(Beginning of Working data)

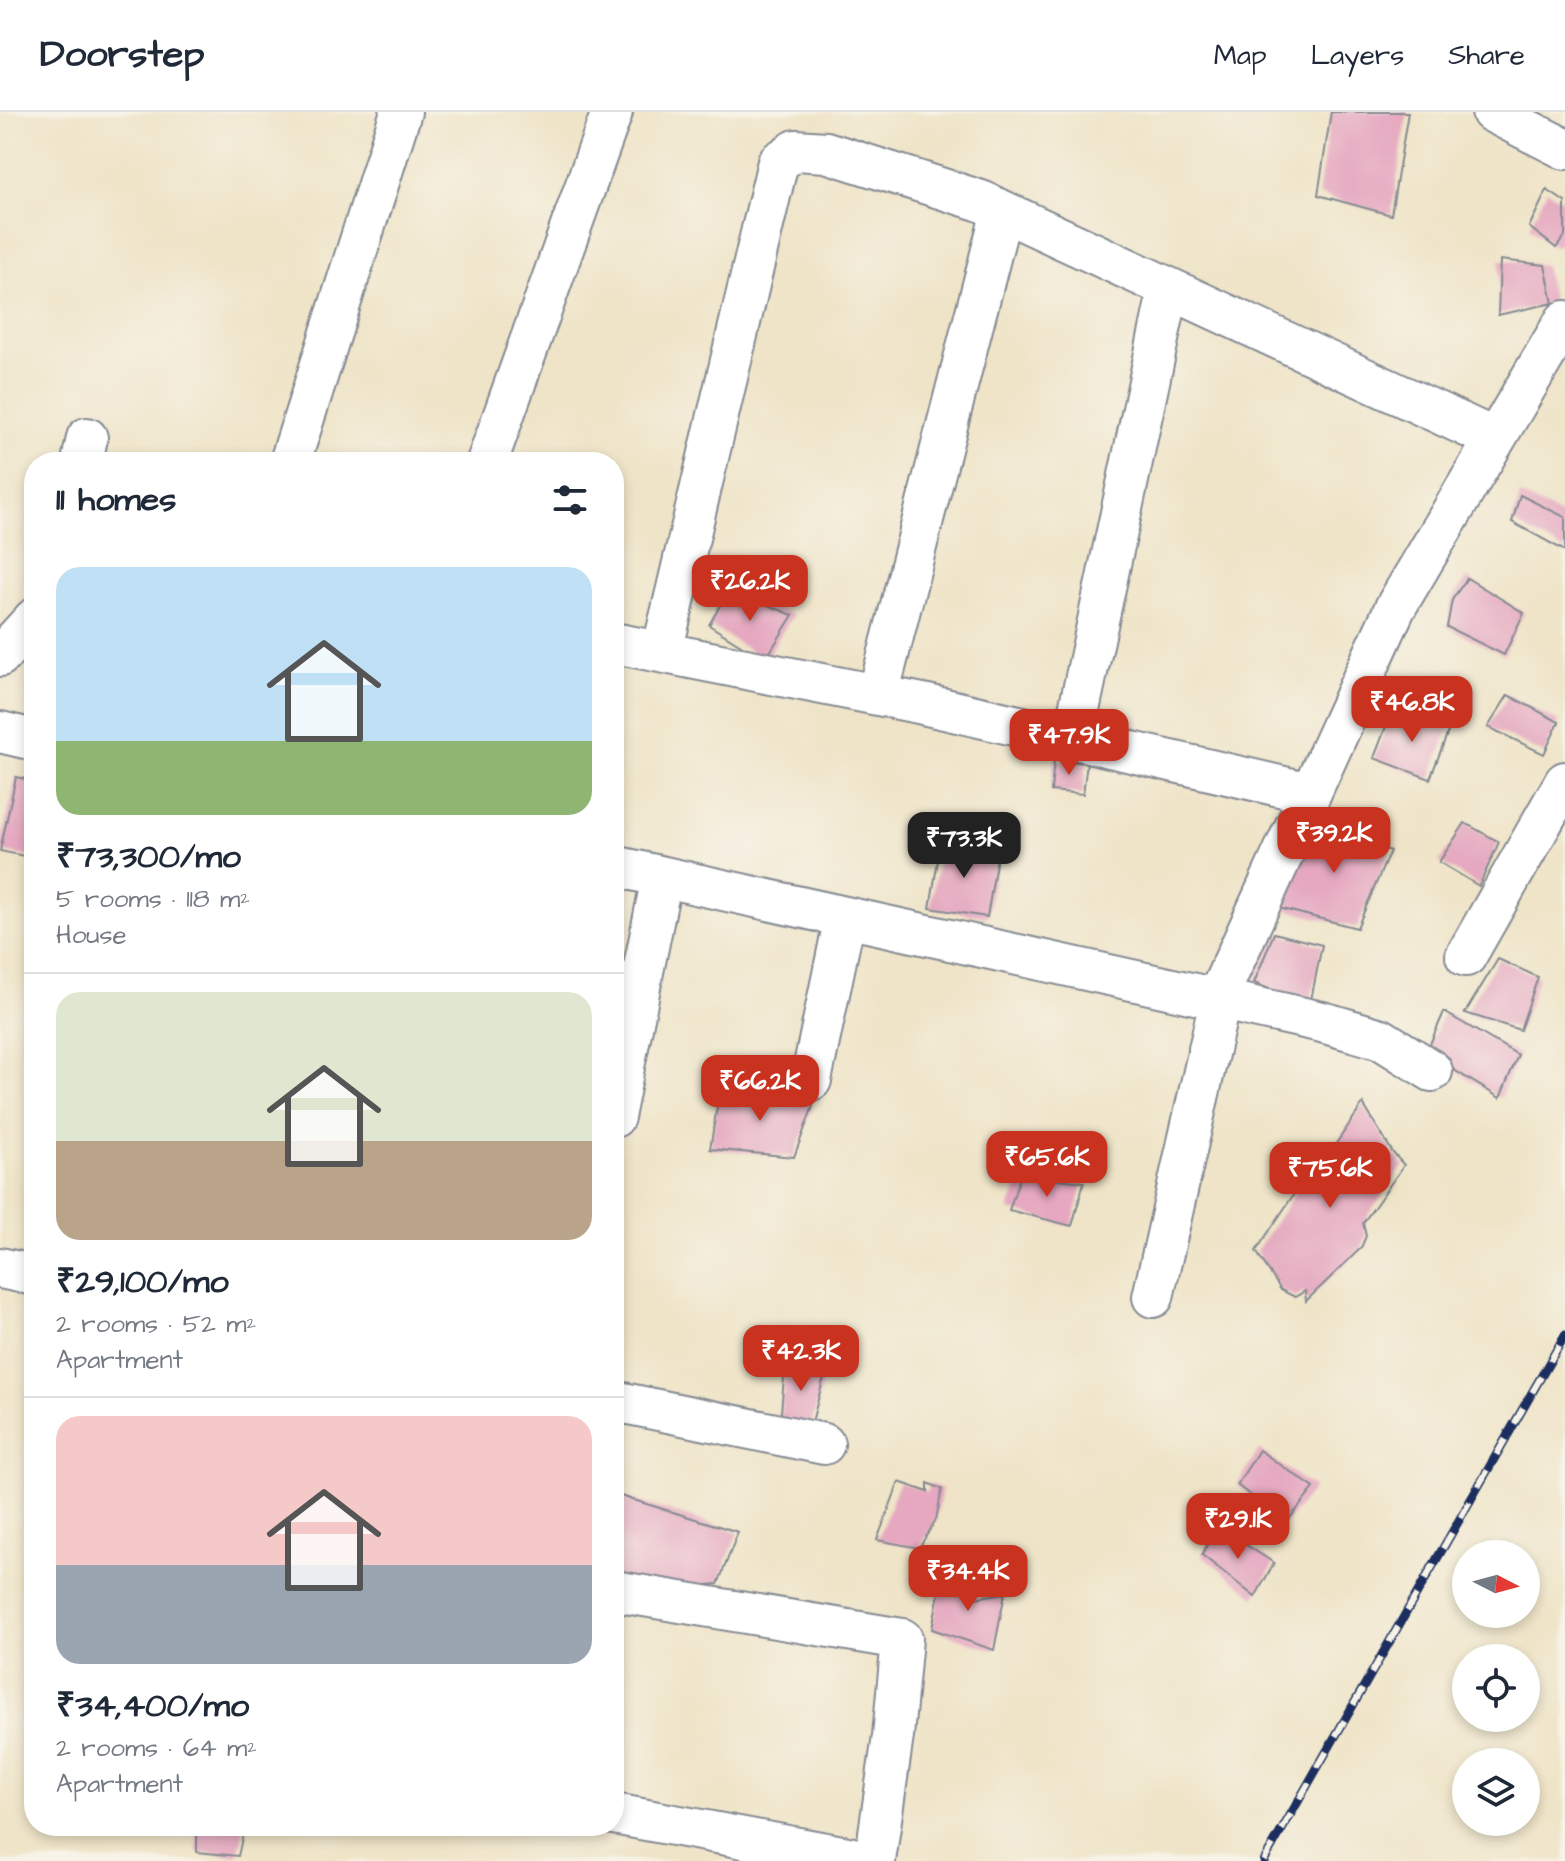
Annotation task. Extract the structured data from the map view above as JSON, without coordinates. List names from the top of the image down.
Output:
{
  "north": "right",
  "page": {
    "header": "Doorstep",
    "nav": ["Map", "Layers", "Share"],
    "heading": "11 homes",
    "list": [
      {
        "name": "₹73,300/mo",
        "note": "5 rooms · 118 m² · House"
      },
      {
        "name": "₹29,100/mo",
        "note": "2 rooms · 52 m² · Apartment"
      },
      {
        "name": "₹34,400/mo",
        "note": "2 rooms · 64 m² · Apartment"
      }
    ],
    "price": [
      "₹26.2K",
      "₹46.8K",
      "₹47.9K",
      "₹39.2K",
      "₹73.3K",
      "₹66.2K",
      "₹65.6K",
      "₹75.6K",
      "₹42.3K",
      "₹29.1K",
      "₹34.4K"
    ]
  }
}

(End of Working data)

Problem to solve » Only the text of the records belongs in the answer, printed exactly and without pictures.

Solution »
Annotation task. Extract the structured data from the map view above as JSON, without coordinates. List names from the top of the image down.
Output:
{
  "north": "right",
  "page": {
    "header": "Doorstep",
    "nav": ["Map", "Layers", "Share"],
    "heading": "11 homes",
    "list": [
      {
        "name": "₹73,300/mo",
        "note": "5 rooms · 118 m² · House"
      },
      {
        "name": "₹29,100/mo",
        "note": "2 rooms · 52 m² · Apartment"
      },
      {
        "name": "₹34,400/mo",
        "note": "2 rooms · 64 m² · Apartment"
      }
    ],
    "price": [
      "₹26.2K",
      "₹46.8K",
      "₹47.9K",
      "₹39.2K",
      "₹73.3K",
      "₹66.2K",
      "₹65.6K",
      "₹75.6K",
      "₹42.3K",
      "₹29.1K",
      "₹34.4K"
    ]
  }
}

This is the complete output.